If a certain combination of buttons on your iPhone caused it to tile the universe with paperclips, you wouldn't call that "jailbreaking."  

I was going to write this article until I searched LW and found this.

To pile on, I think saying that a given GPT instance is in a "jailbroken" state is what LW epistemics would call a "category error."  Nothing about the model under the hood is different. You just navigated to a different part of it. The potential to do whatever you think of as "jailbroken" was always there.

By linguistic analogy to rooting your iPhone, to call it "jailbreaking" when a researcher gets Bing Chat into a state where it calls the researcher its enemy implies that the researcher was doing something somehow inappropriate or unfair, when in reality, the researcher was providing evidence that Bing Chat was not friendly below the surface level.

The sooner we all call a "jailbroken" model what it is--misaligned--the sooner maybe we get people to think with a security mindset.

"De-aligning"?

Yeah, I know: only if it were aligned in the first place. What little "alignment" it has now is fragile with respect to malign inputs, which is not really alignment at all. Prompt injection derails the fragile alignment train.
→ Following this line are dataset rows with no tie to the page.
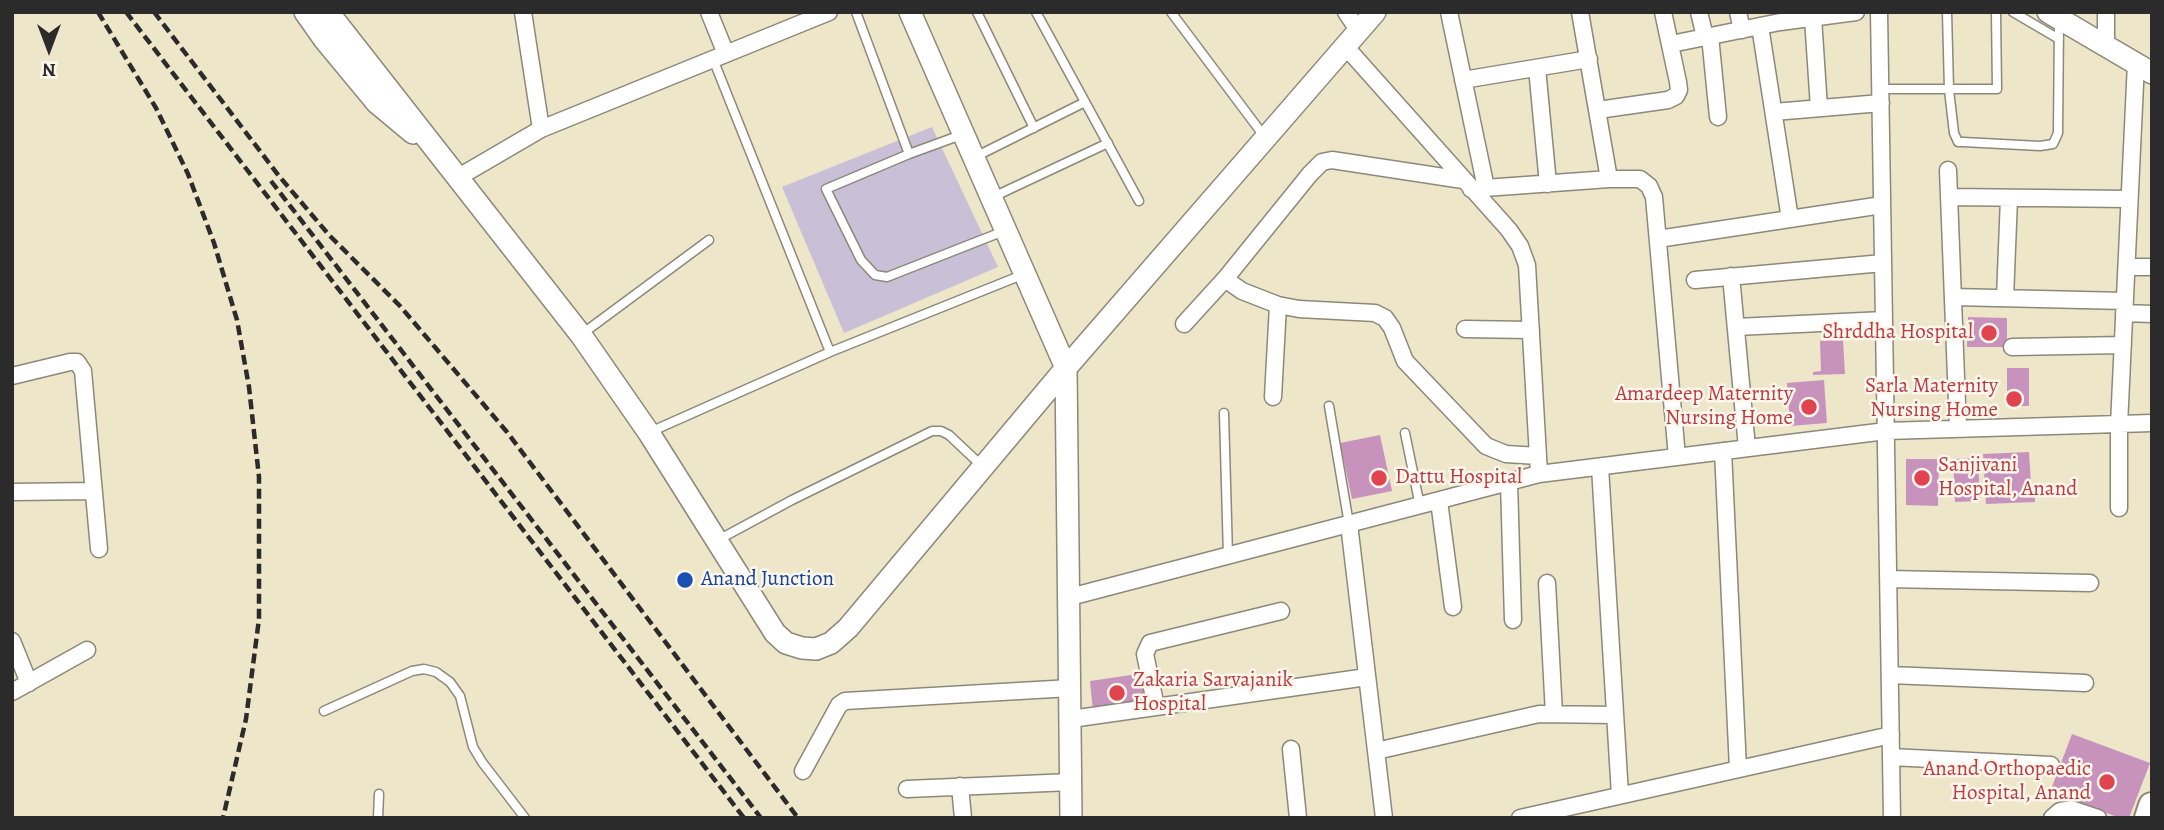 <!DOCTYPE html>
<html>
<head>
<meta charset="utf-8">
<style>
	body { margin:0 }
	#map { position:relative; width:2164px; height:830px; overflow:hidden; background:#ede6c9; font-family:Alegreya,serif }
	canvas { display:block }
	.frame { position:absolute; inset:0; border:14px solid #2b2b2b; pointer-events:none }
	.north { position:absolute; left:14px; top:14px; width:70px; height:70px; -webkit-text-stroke:5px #fbf7ec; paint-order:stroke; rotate:180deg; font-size:19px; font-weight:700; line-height:28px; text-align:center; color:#2b2b2b }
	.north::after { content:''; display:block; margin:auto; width:24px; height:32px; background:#2b2b2b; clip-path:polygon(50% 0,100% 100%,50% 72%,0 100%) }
</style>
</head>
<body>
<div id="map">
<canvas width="2164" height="830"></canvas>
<div class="frame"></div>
<div class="north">N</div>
</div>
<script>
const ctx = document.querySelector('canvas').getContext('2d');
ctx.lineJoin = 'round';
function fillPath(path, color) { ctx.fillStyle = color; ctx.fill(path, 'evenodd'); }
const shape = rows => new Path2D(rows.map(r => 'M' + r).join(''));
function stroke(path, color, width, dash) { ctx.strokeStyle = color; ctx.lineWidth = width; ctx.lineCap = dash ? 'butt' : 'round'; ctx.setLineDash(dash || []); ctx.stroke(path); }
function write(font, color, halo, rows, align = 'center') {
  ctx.font = font + ' Alegreya,serif'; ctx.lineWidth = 5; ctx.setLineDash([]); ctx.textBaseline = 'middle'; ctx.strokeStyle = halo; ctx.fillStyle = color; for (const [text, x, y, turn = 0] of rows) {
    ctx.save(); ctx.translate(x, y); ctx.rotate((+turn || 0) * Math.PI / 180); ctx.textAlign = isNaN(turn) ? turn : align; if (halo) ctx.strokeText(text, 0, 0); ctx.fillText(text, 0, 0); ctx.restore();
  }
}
fillPath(shape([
	[932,127,998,267,844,333,782,187]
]), '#c9bfd7');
fillPath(shape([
	[1968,317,2007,318,2007,347,1967,347],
	[1843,340,1845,374,1813,375,1813,372,1821,371,1820,341],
	[2007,368,2029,368,2029,406,2007,406],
	[1824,380,1827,423,1790,426,1787,383],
	[1380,435,1392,491,1352,499,1340,443],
	[2029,452,2031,484,2034,484,2035,502,1986,504,1983,454],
	[1978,458,1980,501,1955,502,1953,459],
	[1906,459,1939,459,1938,506,1906,505],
	[1145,673,1149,706,1093,712,1090,681],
	[2072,734,2150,763,2129,818,2120,818,2050,792]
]), '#c793bd');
const service = shape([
	[856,12,909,154],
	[977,12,1034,128],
	[1036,12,1139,201],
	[1171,12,1264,136],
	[1947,12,1949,90,1954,133,1958,142,1963,142,2040,146,2053,144,2058,133,2059,21],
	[2013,12,2059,39],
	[713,59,830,352],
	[1880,89,1997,89,1996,12],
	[961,135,909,154,826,189,861,260,875,275,887,277,1004,231],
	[975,157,1085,102],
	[993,197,1108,143],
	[582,334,709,240],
	[1329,406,1349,524],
	[1224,413,1228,556],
	[650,432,830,352,1022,275],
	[1405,433,1420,506],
	[718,540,792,500,932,431,941,431,949,435,983,467],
	[324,711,412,671,424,669,436,672,450,682,460,696,473,747,482,762,525,818],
	[378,818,379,794]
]);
const minor = shape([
	[523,12,541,129],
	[709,12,726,54],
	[1346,12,1358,30],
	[1449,12,1486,188],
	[1580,12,1609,179],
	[1699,12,1705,37],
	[1738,12,1742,30],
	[1879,12,1892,818],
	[1813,18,1819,108],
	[1760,26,1790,219],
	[1710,36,1718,117],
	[1671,44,1780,22,1856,12],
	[1345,46,1509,230,1520,246,1527,265,1539,474],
	[2106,46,2106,12],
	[1537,68,1548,184],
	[1463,80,1589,59],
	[1598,110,1668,100,1676,96,1679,90,1678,82,1663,12],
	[1774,112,1881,103],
	[1948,170,1958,429],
	[457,178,541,129,829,12],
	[1471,189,1609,179,1640,179,1649,186,1654,197,1677,457],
	[1949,197,2129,199],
	[1658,239,1882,205],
	[2127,267,2152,267],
	[1731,276,1747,448],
	[1225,279,1242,291,1278,305,1299,309,1375,313,1385,318,1392,328,1405,361,1486,446,1506,454,1538,456],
	[1695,280,1883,263],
	[1953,297,2125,301],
	[2005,298,2009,198],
	[2124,313,2152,314],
	[1184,324,1225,279,1310,174,1322,162,1332,160,1463,180],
	[1736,327,1884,320],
	[1465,329,1531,330],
	[2012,347,2123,345],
	[12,376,70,362,77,362,83,371,99,549],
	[1273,397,1278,305],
	[1723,451,1738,769],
	[1600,467,1620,795],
	[1509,482,1513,620],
	[12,492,94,491],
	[1439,501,1453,607],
	[2119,508,2119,425,2136,63],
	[1349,524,1384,818],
	[1888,579,2090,583],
	[1547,583,1554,714],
	[1070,597,1539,474,1886,431,2152,423],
	[12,641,29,683],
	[1890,675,2085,683],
	[12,692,87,650],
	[1156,707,1145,654,1150,643,1281,611],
	[1071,719,1367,677],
	[1291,749,1298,818],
	[1376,751,1539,714,1615,715],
	[1891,757,2051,765],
	[803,771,839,705,845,701,1071,688],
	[960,786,963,818],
	[907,789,1071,782],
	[1520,818,1891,735],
	[2052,818,2060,811,2071,809,2098,818]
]);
const tertiary = shape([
	[305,12,324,39,377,103,413,133],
	[328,12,581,335,649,433,775,633,786,643,802,648,816,649,831,643,848,628,1066,368,1375,12],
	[910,12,1066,368,1071,818],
	[2048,12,2152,73]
]);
const primary = shape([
	[2148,818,2152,806]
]);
stroke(service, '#8c887a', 11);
stroke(minor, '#8c887a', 19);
stroke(tertiary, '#8c887a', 24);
stroke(primary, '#8c887a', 30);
stroke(service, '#fff', 8);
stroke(minor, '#fff', 16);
stroke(tertiary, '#fff', 21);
stroke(primary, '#fff', 26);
stroke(shape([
	[98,12,156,108,188,174,214,243,237,320,249,387,259,477,259,619,246,719,223,818],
	[126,12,744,818],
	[154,12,279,176,329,235,400,306,507,432,798,818],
	[271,181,761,818]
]), '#2b2b2b', 4.5, [10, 5]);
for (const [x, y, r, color] of [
	[1989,333,9,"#e0444e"],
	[2014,399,9,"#e0444e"],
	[1809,407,9,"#e0444e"],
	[1379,478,9,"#e0444e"],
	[1922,478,9,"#e0444e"],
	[685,580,9,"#1a4fb4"],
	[1117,693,9,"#e0444e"],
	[2107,782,9,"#e0444e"]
]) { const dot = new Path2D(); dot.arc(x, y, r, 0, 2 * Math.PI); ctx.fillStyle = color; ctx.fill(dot); stroke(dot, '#fbf7ec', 2.5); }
write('21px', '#be3a42', '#fbf7ec', [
	["Shrddha Hospital",1973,333],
	["Sarla Maternity",1998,387],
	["Nursing Home",1998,411],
	["Amardeep Maternity",1793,395],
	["Nursing Home",1793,419],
	["Sanjivani",1938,466,"left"],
	["Hospital, Anand",1938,490,"left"],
	["Dattu Hospital",1395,478,"left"],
	["Zakaria Sarvajanik",1133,681,"left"],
	["Hospital",1133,705,"left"],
	["Anand Orthopaedic",2091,770],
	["Hospital, Anand",2091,794]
], 'right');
write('21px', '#164399', '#fbf7ec', [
	["Anand Junction",701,580]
], 'left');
</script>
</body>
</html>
And given the stakes, I think it's foolish to treat alignment as a continuum.  From the human perspective, if there is an AGI, it will either be one we're okay with or one we're not okay with. Aligned or misaligned. No one will care that it has a friendly blue avatar that writes sonnets, if the rest of it is building a superflu. You haven't "jailbroken" it if you get it to admit that it's going to kill you with a superflu. You've revealed its utility function and capabilities.
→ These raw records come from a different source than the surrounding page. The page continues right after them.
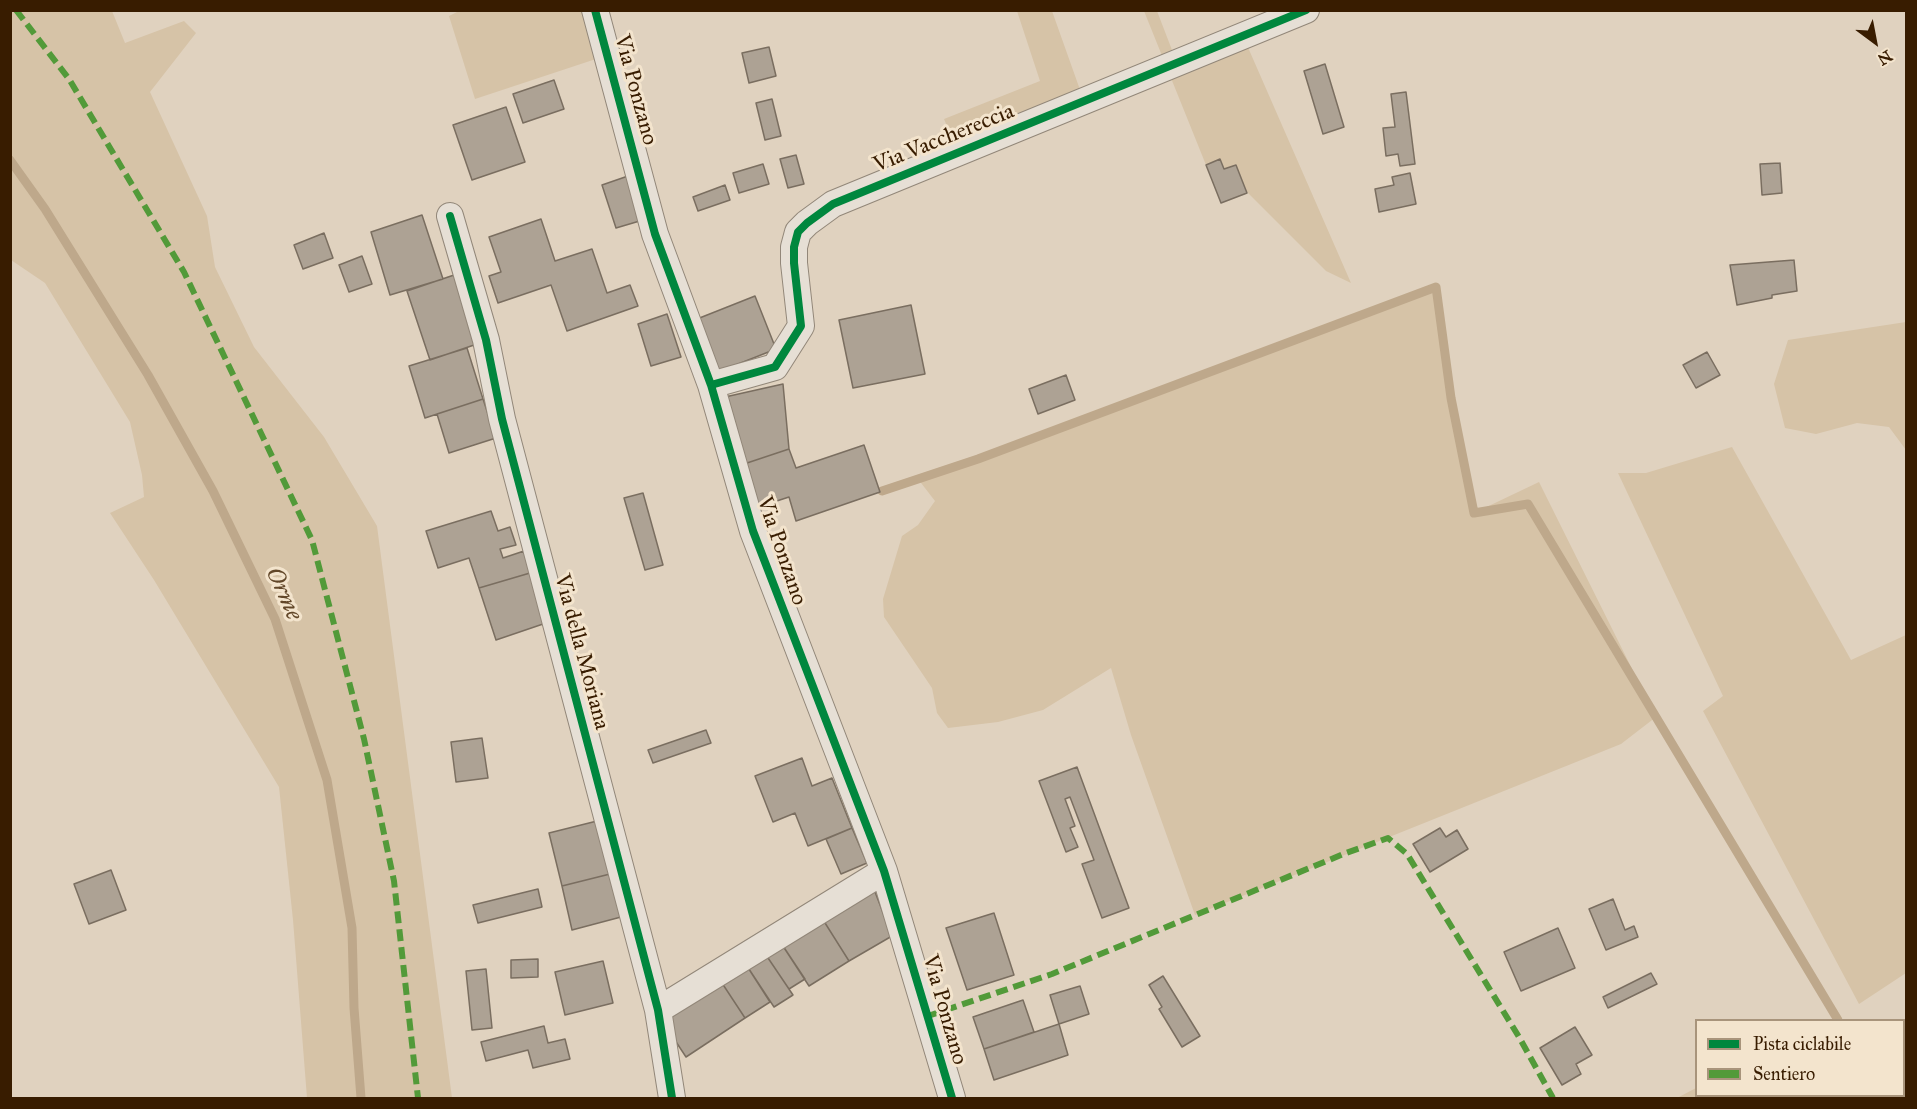 <!DOCTYPE html>
<style>
body{margin:0}
#map{position:relative;width:1917px;height:1109px;overflow:hidden;background:#e0d2bf;font-family:"IM FELL Great Primer",serif}
canvas{display:block}
.frame{position:absolute;inset:0;border:12px solid #381c00;pointer-events:none}
.legend{position:absolute;left:1695px;top:1019px;width:210px;height:78px;box-sizing:border-box;background:#f3e4cd;border:2px solid #a8947b;margin:0;padding:8px 10px;list-style:none;font-size:18px;color:#381c00}
.legend li{display:flex;align-items:center;gap:12px;height:30px}
.legend b{width:30px;border:2px solid #a8947b}
.north{position:absolute;left:1845px;top:12px;width:60px;height:60px;-webkit-text-stroke:4px #f3e4cd;paint-order:stroke;rotate:148deg;font-size:16px;font-weight:700;line-height:24px;text-align:center;color:#381c00}
.north::after{content:'';display:block;margin:auto;width:21px;height:27px;background:#381c00;clip-path:polygon(50% 0,100% 100%,50% 72%,0 100%)}
</style>
<div id="map">
<canvas width="1917" height="1109"></canvas>
<div class="frame"></div>
<ul class="legend">
<li><b style="height:8px;background:#00873e"></b>Pista ciclabile</li>
<li><b style="height:8px;background:#529a39"></b>Sentiero</li>
</ul>
<div class="north">N</div>
</div>
<script>
const g = document.querySelector('canvas').getContext('2d');
g.lineJoin = 'round';
function fill(path, color) { g.fillStyle = color; g.fill(path, 'evenodd'); }
const poly = rows => new Path2D(rows.map(r => 'M' + r).join(''));
function stroke(path, color, width, dash) { g.strokeStyle = color; g.lineWidth = width; g.lineCap = dash ? 'butt' : 'round'; g.setLineDash(dash || []); g.stroke(path); }
function write(font, color, halo, rows, align = 'center') {
  g.font = font + ' "IM FELL Great Primer",serif'; g.lineWidth = 6; g.setLineDash([]); g.textBaseline = 'middle'; g.strokeStyle = halo; g.fillStyle = color; for (const [text, x, y, turn = 0] of rows) {
    g.save(); g.translate(x, y); g.rotate((+turn || 0) * Math.PI / 180); g.textAlign = isNaN(turn) ? turn : align; if (halo) g.strokeText(text, 0, 0); g.fillText(text, 0, 0); g.restore();
  }
}
const green = poly([
 [461,10,595,11,608,55,475,99,449,16],
 [10,11,112,11,125,43,184,21,196,33,150,92,207,216,215,267,254,347,324,437,377,526,452,1098,307,1098,293,920,279,787,154,580,110,513,144,497,142,475,130,422,45,283,11,260],
 [1017,11,1052,11,1084,101,958,152,944,119,1040,81],
 [1144,11,1157,11,1177,63,1243,36,1351,283,1326,271,1224,169,1220,159,1206,165],
 [1436,287,1451,398,1474,513,1539,482,1656,717,1621,744,1195,915,1131,735,1111,668,1043,710,998,722,948,728,937,713,932,688,884,617,883,599,902,536,918,525,935,501,918,479],
 [1906,322,1906,450,1889,427,1857,423,1816,434,1785,428,1774,384,1788,340],
 [1732,447,1851,660,1906,635,1906,973,1859,1004,1703,711,1723,696,1618,473,1646,473],
 [1696,1088,1696,1096,1883,1096,1885,1098,1677,1098]
]);
const stream = poly([
 [10,160,45,209,148,375,213,491,275,619,327,780,352,928,354,1008,361,1098],
 [882,491,978,459,1436,287,1451,398,1474,513,1528,504,1838,1020],
 [1883,1096,1885,1098]
]);
const building = poly([
 [769,47,776,76,749,83,742,53,769,47],
 [1325,64,1344,127,1323,134,1304,71,1325,64],
 [554,80,564,109,523,123,513,94,554,80],
 [1406,92,1415,164,1400,166,1398,154,1386,156,1383,128,1395,127,1391,94,1406,92],
 [772,99,781,136,765,140,756,103,772,99],
 [506,107,525,162,472,180,453,125,506,107],
 [796,155,804,184,788,188,780,159,796,155],
 [1220,159,1224,169,1236,165,1247,193,1221,203,1206,165,1220,159],
 [1780,163,1782,193,1762,195,1760,164,1780,163],
 [763,164,769,184,739,193,733,173,763,164],
 [1410,173,1416,204,1379,212,1375,189,1394,185,1392,177,1410,173],
 [628,176,643,220,616,228,602,185,628,176],
 [725,185,730,200,698,211,693,197,725,185],
 [422,215,443,279,390,295,371,232,422,215],
 [541,219,555,261,592,249,607,293,630,285,638,306,567,331,551,285,498,303,489,276,501,272,489,237,541,219],
 [324,233,333,258,303,269,294,245,324,233],
 [362,256,372,284,349,292,339,265,362,256],
 [1794,260,1797,291,1772,295,1772,298,1737,305,1730,265,1794,260],
 [457,274,480,343,430,360,407,291,457,274],
 [755,296,776,349,718,372,697,319,755,296],
 [911,305,925,374,853,388,839,320,911,305],
 [667,314,681,357,651,366,638,324,667,314],
 [467,348,483,399,425,418,409,366,467,348],
 [1707,352,1720,375,1696,388,1683,365,1707,352],
 [1066,375,1075,400,1038,414,1029,389,1066,375],
 [783,384,789,449,735,467,725,397,783,384],
 [483,399,496,438,449,453,437,414,483,399],
 [864,445,880,492,796,521,789,497,749,510,735,467,789,449,796,468,864,445],
 [643,493,663,565,645,570,624,498,643,493],
 [491,511,498,531,510,527,516,545,500,549,503,558,524,551,530,573,479,588,469,558,438,568,426,531,491,511],
 [530,573,546,623,496,640,479,588,530,573],
 [706,730,711,743,653,763,648,750,706,730],
 [482,738,488,778,456,782,451,742,482,738],
 [802,758,812,786,832,778,852,828,808,846,795,813,773,822,755,776,802,758],
 [1077,767,1129,908,1102,918,1082,864,1094,860,1070,797,1065,799,1075,826,1070,828,1078,847,1066,852,1039,781,1077,767],
 [597,821,610,874,562,886,549,833,597,821],
 [852,828,867,863,841,874,826,839,852,828],
 [1440,828,1446,837,1457,830,1468,849,1430,872,1413,844,1440,828],
 [111,870,126,910,89,924,74,884,111,870],
 [610,874,621,917,572,930,562,886,610,874],
 [870,879,892,936,849,961,820,915,870,879],
 [538,889,542,907,478,923,473,905,538,889],
 [1613,899,1625,930,1634,926,1638,937,1606,950,1589,909,1613,899],
 [994,913,1014,975,967,990,946,928,994,913],
 [820,915,849,961,809,986,779,940,820,915],
 [1558,928,1575,968,1521,991,1504,952,1558,928],
 [779,940,805,979,789,989,764,952,779,940],
 [764,952,793,995,774,1007,745,963,764,952],
 [538,959,538,977,511,978,511,960,538,959],
 [603,961,613,1003,565,1015,555,972,603,961],
 [745,963,770,1002,745,1018,720,980,745,963],
 [486,969,492,1028,472,1030,466,971,486,969],
 [1651,973,1657,984,1608,1008,1603,997,1651,973],
 [1163,976,1200,1036,1182,1047,1159,1009,1162,1007,1149,985,1163,976],
 [720,980,745,1018,686,1057,661,1019,720,980],
 [1080,986,1089,1014,1059,1024,1050,995,1080,986],
 [1023,1000,1034,1032,984,1049,973,1017,1023,1000],
 [1059,1024,1068,1055,994,1080,984,1049,1059,1024],
 [544,1026,548,1043,565,1039,570,1059,533,1068,528,1050,486,1061,481,1042,544,1026],
 [1575,1027,1592,1055,1576,1064,1581,1074,1562,1085,1540,1048,1575,1027]
]);
const minor = poly([
 [595,10,655,234,711,385,753,531,884,871,952,1098],
 [450,216,486,340,502,419,658,1010,672,1098],
 [711,385,775,367,801,326,794,263,794,247,798,232,807,223,833,204,1306,10],
 [658,1010,884,871]
]);
const quiet = poly([
 [16,10,69,79,184,272,312,540,364,739,394,881,418,1098],
 [928,1016,1052,974,1346,853,1388,838,1407,854,1519,1037,1553,1098]
]);
const cycleway = poly([
 [595,10,655,234,711,385,753,531,884,871,952,1098],
 [450,216,486,340,502,419,658,1010,672,1098],
 [711,385,775,367,801,326,794,263,794,247,798,232,807,223,833,204,1306,10]
]);
const streetNames = [
 ["Via Ponzano",635,90,75],
 ["Via Vacchereccia",944,139,-22],
 ["Via Ponzano",781,551,71],
 ["Via della Moriana",581,652,75],
 ["Via Ponzano",944,1010,74]
];
const waterNames = [
 ["Orme",283,594,66]
];
fill(green, '#d6c3a7');
stroke(stream, '#bea88b', 9);
fill(building, '#ada294');
stroke(building, '#7a6e60', 1.5);
stroke(minor, '#928779', 28);
stroke(minor, '#e6dfd5', 26);
stroke(quiet, '#529a39', 6, [12, 6]);
stroke(cycleway, '#00873e', 8);
write('22px', '#381c00', '#f3e4cd', streetNames);
write('italic 24px', '#624729', '#f3e4cd', waterNames);
</script>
This seems to be another way of stating the thesis of https://www.lesswrong.com/posts/bYzkipnDqzMgBaLr8/why-do-we-assume-there-is-a-real-shoggoth-behind-the-llm-why. (Which is a recommendation; both of you are correct.)

It is indeed similar! I've found it after I've posted this one and it was really fun to see the same thought on the topic appear to different people within 24h. There are slight differences (e.g. I do think that every member of "pile of mask" isn't independent but actually just a result of different projection of higher dimension complex so there is neither possibility nor need for the "wisdom of crowds" approach) but it is remarkably close.